Maybe you have a hankering for official DC super hero symbol shirts? Well, because I’m a big geek for Kingdom Come (written by Mark Waid and painted by Alex Ross), I bought a Kingdom Come Superman symbol shirt from Graphittidesigns.com.
Wanna know something a little surprising? My favorite Buffy the Vampire Slayer shirt isn’t even made in America. It was made by Qwertee.com in England. But be careful when buying from this site. The American dollar is down, so the shirts are worth more in pounds.
Also I have my Van Gogh Doctor Who shirt, just cuz I need to be different and cool. And because the art is awesome. I think I just bought this off of Amazon.
But you know what’s the best shirt to buy? The shirt you buy straight from the creator of the very thing you love. In this case, it was an Axe Cop t-shirt.
So if you’re on the lookout for geeked out threads, try out the above sites. In the meantime, please don’t buy every shirt I bought, unless you’re buying me a backup shirt. In that case, go crazy!
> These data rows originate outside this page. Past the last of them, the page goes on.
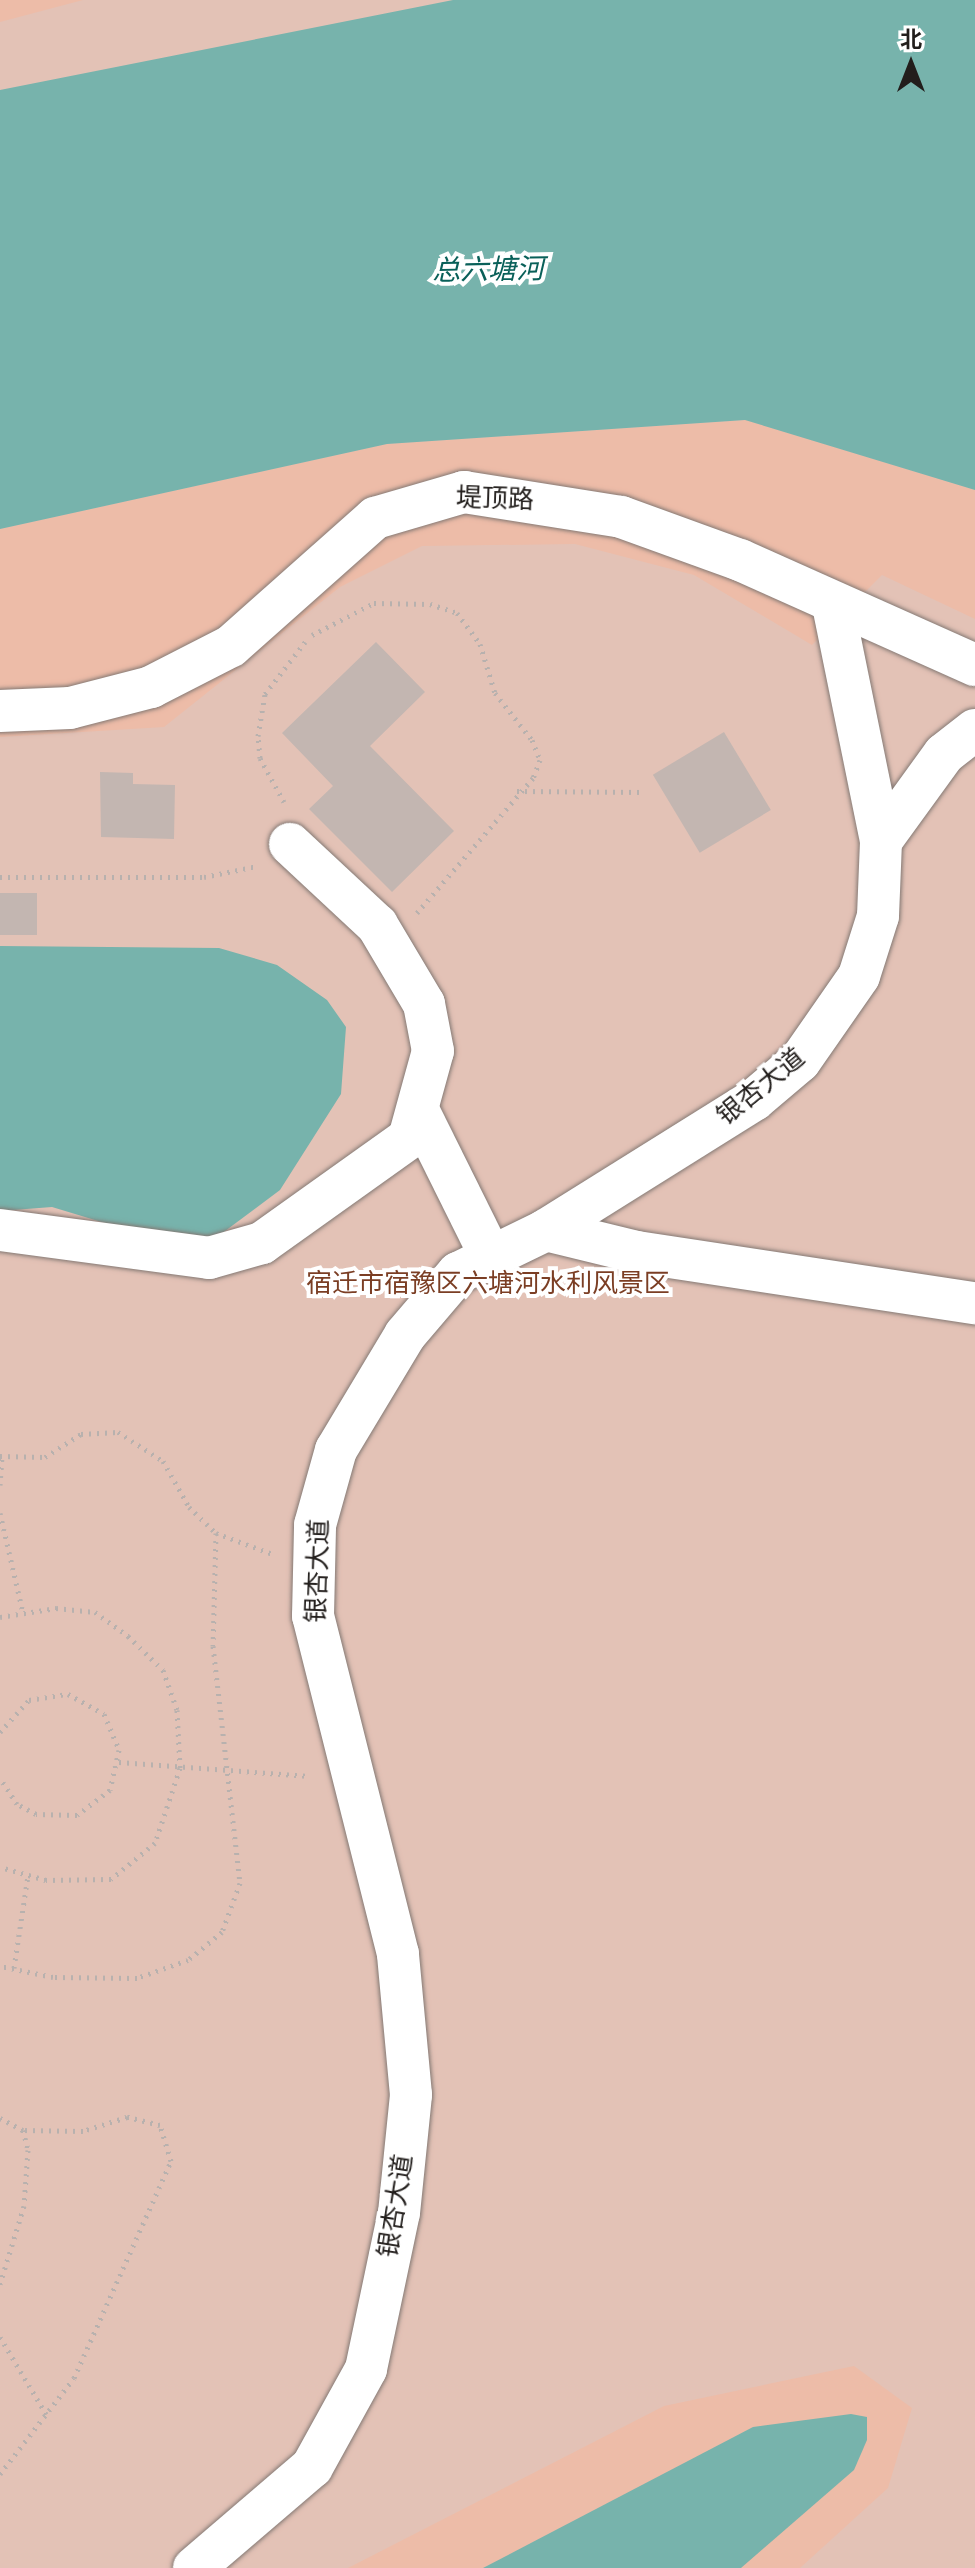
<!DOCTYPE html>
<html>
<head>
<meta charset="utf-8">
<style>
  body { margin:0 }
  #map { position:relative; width:975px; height:2568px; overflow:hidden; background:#fef6f3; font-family:"Work Sans","Noto Sans SC",sans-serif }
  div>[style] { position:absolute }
  .green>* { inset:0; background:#e3c2b6; transform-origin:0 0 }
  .forest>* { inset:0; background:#edbca8 }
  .water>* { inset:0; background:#77b3ac }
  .building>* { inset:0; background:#c3b6b1; transform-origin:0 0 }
  .path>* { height:5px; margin-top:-2.5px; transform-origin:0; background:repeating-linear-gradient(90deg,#b8b1ae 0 2px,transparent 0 8px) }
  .roads { filter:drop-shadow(0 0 2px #847974) drop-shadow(0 0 2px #847974) }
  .minor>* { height:42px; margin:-21px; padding:0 21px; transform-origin:21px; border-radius:21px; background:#fff }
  span { translate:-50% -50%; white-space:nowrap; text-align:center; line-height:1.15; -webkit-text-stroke:8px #fff; paint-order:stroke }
  .street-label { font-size:26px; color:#221e1c }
  .park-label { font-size:26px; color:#7b3e24 }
  .water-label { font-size:28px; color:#096059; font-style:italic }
  .north { position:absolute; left:871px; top:24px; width:80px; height:80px; -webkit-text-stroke:6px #fff; paint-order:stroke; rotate:0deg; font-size:22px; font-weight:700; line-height:32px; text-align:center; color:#221e1c }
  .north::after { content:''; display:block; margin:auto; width:28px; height:36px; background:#221e1c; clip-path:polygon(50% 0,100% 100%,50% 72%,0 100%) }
</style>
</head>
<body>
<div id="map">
  <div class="green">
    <div style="left:0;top:0;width:975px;height:2568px"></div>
  </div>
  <div class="forest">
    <div style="clip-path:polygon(0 0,83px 0,0 22px)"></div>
    <div style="clip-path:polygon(746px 420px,975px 490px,975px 619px,882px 575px,812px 645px,694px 575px,575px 544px,422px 546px,340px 587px,164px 727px,0 737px,0 529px,387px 444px)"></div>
    <div style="clip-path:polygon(854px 2366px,912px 2408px,888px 2488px,800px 2568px,348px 2568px,664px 2406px)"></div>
  </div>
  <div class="water">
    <div style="clip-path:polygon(453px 0,975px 0,975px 490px,745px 420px,387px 444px,0 529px,0 90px)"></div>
    <div style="clip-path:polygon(0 946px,219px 948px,277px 965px,327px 1000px,346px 1027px,341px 1094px,280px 1190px,213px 1240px,141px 1234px,52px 1207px,0 1211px)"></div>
    <div style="clip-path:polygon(851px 2414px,867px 2417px,867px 2440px,854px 2470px,741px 2568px,483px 2568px,753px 2427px)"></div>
  </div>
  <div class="building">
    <div style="clip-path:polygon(376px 642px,425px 692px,370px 746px,454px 831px,392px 892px,309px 809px,333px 786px,282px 733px)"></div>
    <div style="left:724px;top:732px;width:91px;height:83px;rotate:59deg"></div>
    <div style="clip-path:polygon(100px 772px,133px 773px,133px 784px,175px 785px,174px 839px,101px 837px)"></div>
    <div style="left:0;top:893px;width:37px;height:42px"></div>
  </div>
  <div class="path">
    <div style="left:312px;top:635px;width:70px;rotate:-27.3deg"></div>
    <div style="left:374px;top:603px;width:56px;rotate:1deg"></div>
    <div style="left:430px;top:604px;width:28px;rotate:18deg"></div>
    <div style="left:457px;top:613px;width:39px;rotate:53deg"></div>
    <div style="left:480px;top:644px;width:51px;rotate:73deg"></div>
    <div style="left:495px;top:693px;width:60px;rotate:51.8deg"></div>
    <div style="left:532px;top:740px;width:22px;rotate:68deg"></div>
    <div style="left:540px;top:760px;width:19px;rotate:111deg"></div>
    <div style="left:533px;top:778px;width:178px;rotate:130.7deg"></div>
    <div style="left:517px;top:791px;width:128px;rotate:0.4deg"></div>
    <div style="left:284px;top:802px;width:50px;rotate:-118.6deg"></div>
    <div style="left:260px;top:758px;width:22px;rotate:-95deg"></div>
    <div style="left:258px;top:736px;width:43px;rotate:-80.5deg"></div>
    <div style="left:265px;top:694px;width:66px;rotate:-52.4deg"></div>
    <div style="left:0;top:877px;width:204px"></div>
    <div style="left:204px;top:877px;width:54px;rotate:-11.7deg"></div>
    <div style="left:0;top:1456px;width:45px;rotate:1.3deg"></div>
    <div style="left:45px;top:1457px;width:43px;rotate:-32.6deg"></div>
    <div style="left:81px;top:1434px;width:37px;rotate:-3deg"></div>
    <div style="left:118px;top:1432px;width:54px;rotate:32.8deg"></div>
    <div style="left:163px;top:1461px;width:53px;rotate:60.5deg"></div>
    <div style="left:189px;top:1507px;width:37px;rotate:44deg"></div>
    <div style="left:216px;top:1533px;width:113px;rotate:91.5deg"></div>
    <div style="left:213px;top:1646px;width:239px;rotate:83.5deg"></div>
    <div style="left:240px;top:1883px;width:52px;rotate:110.2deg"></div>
    <div style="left:222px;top:1932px;width:44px;rotate:140.5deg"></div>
    <div style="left:188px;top:1960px;width:54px;rotate:160.6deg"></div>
    <div style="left:137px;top:1978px;width:84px;rotate:-179.3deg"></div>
    <div style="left:53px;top:1977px;width:54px;rotate:-168.3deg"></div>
    <div style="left:0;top:1485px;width:28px;rotate:-86deg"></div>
    <div style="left:0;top:1513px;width:103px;rotate:77deg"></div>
    <div style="left:216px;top:1533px;width:63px;rotate:20.4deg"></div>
    <div style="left:0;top:1617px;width:57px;rotate:-9.1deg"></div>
    <div style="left:56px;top:1608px;width:39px;rotate:6deg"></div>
    <div style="left:95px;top:1612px;width:41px;rotate:36deg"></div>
    <div style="left:128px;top:1636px;width:49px;rotate:44.2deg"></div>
    <div style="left:163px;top:1670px;width:42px;rotate:70.7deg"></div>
    <div style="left:177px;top:1710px;width:58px;rotate:87deg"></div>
    <div style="left:180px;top:1768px;width:79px;rotate:108.4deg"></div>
    <div style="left:155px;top:1843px;width:57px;rotate:140.7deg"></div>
    <div style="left:111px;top:1879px;width:65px;rotate:179.1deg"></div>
    <div style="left:46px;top:1880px;width:48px;rotate:-164.2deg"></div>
    <div style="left:0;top:1732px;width:43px;rotate:-47.8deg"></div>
    <div style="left:29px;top:1700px;width:39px;rotate:-9deg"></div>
    <div style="left:68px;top:1694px;width:41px;rotate:29.1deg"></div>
    <div style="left:104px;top:1714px;width:39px;rotate:67deg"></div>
    <div style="left:119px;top:1750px;width:41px;rotate:102.7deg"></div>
    <div style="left:110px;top:1790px;width:41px;rotate:142.9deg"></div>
    <div style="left:77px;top:1815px;width:41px;rotate:-178.6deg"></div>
    <div style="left:36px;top:1814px;width:21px;rotate:-152deg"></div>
    <div style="left:17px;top:1804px;width:31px;rotate:-123deg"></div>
    <div style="left:119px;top:1762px;width:191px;rotate:4.2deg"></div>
    <div style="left:14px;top:1968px;width:94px;rotate:-81.4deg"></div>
    <div style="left:0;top:2118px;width:26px;rotate:28deg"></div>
    <div style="left:23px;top:2130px;width:21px;rotate:76deg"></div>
    <div style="left:28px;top:2150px;width:56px;rotate:94.1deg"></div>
    <div style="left:24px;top:2206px;width:82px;rotate:107.1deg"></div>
    <div style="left:0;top:2337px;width:90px;rotate:59.1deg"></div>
    <div style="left:0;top:2474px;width:121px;rotate:-52.4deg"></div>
    <div style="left:74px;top:2378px;width:238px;rotate:-65.9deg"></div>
    <div style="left:171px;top:2161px;width:38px;rotate:-107deg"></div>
    <div style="left:160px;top:2125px;width:34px;rotate:-166deg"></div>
    <div style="left:127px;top:2117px;width:46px;rotate:162.3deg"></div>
    <div style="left:83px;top:2131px;width:60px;rotate:-179deg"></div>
  </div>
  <div class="roads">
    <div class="minor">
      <div style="left:0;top:711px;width:70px;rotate:-2.5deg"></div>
      <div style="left:70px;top:708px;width:84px;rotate:-14.5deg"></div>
      <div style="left:151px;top:687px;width:90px;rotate:-27.1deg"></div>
      <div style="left:231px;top:646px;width:193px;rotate:-41.6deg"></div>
      <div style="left:375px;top:518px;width:93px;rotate:-16.3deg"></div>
      <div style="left:464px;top:492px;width:159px;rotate:9deg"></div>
      <div style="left:621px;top:517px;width:127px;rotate:19.9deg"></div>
      <div style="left:740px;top:560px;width:257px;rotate:24.1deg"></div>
      <div style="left:881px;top:841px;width:107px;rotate:-54.1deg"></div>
      <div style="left:944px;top:754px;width:39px;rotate:-38deg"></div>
      <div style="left:419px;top:1112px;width:162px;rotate:63.6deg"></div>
      <div style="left:0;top:1230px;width:211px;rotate:7.6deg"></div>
      <div style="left:209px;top:1258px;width:55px;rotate:-15.8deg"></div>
      <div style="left:262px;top:1243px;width:181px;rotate:-35.5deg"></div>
      <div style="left:409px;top:1138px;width:90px;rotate:-74.6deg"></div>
      <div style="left:433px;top:1051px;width:48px;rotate:-100.8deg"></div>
      <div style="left:424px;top:1004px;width:92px;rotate:-120.7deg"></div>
      <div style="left:377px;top:925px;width:119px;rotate:-137deg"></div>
      <div style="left:546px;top:1230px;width:93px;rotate:13.7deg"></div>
      <div style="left:636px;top:1252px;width:343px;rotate:8.6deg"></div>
      <div style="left:194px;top:2568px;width:155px;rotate:-40.6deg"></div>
      <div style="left:312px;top:2467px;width:112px;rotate:-61.1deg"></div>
      <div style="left:366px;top:2369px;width:159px;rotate:-78.1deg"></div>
      <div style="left:399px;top:2213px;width:119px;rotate:-84.2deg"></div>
      <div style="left:411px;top:2095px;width:142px;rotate:-95.3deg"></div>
      <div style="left:398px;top:1954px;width:349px;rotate:-104.1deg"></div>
      <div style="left:313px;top:1616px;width:91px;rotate:-88.7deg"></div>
      <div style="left:315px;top:1525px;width:78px;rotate:-74.4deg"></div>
      <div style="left:336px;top:1450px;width:134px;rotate:-59deg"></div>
      <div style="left:405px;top:1335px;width:82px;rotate:-49.5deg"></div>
      <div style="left:458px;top:1273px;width:98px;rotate:-26deg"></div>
      <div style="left:546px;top:1230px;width:245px;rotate:-32deg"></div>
      <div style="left:754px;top:1100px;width:60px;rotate:-40.3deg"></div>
      <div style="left:800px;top:1061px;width:103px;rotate:-55.2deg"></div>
      <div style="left:859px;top:976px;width:63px;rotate:-72.4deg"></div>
      <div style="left:878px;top:916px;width:75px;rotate:-87.7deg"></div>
      <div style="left:881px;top:841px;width:240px;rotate:-101.5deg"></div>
    </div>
  </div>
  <div class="street-label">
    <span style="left:495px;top:499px;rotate:2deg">堤顶路</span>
    <span style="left:761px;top:1087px;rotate:-39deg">银杏大道</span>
    <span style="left:318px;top:1571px;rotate:-88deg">银杏大道</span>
    <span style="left:396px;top:2206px;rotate:-81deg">银杏大道</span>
  </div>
  <div class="park-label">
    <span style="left:488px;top:1284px">宿迁市宿豫区六塘河水利风景区</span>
  </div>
  <div class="water-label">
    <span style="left:488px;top:270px;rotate:-1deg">总六塘河</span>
  </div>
  <div class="north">北</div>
</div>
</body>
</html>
I am conflicted, you are buying from the creator of the art piece but the creator of the franchise doesn’t see a dime. Or do they? Are there any copy right issues regarding these shirts? For example the Van Gogh Doctor Who shirt. Maybe there isn’t an issue, I love these sites and have bought shirts from them but the thought of copyright just occurred to me.It’s a reason I am hesitant to buy from artists in the artist alley’s at conventions. They are capable of beautiful art, yes. But making money without the permission of the original artist/franchise. Anyways, it’s just a thought. I’ve seen some bad ass stuff in the artist alley.
I can say comfortably that 70% of these sites are paying money towards the creator of said franchise. The other 30%… okay, I don’t know for sure. But at the same time, its free advertising and if I want a design, then I will buy it, official or bootleg. Beautiful art is beautiful art and I will buy it.
And the Van Gogh Doctor Who shirt is officially from Doctor Who!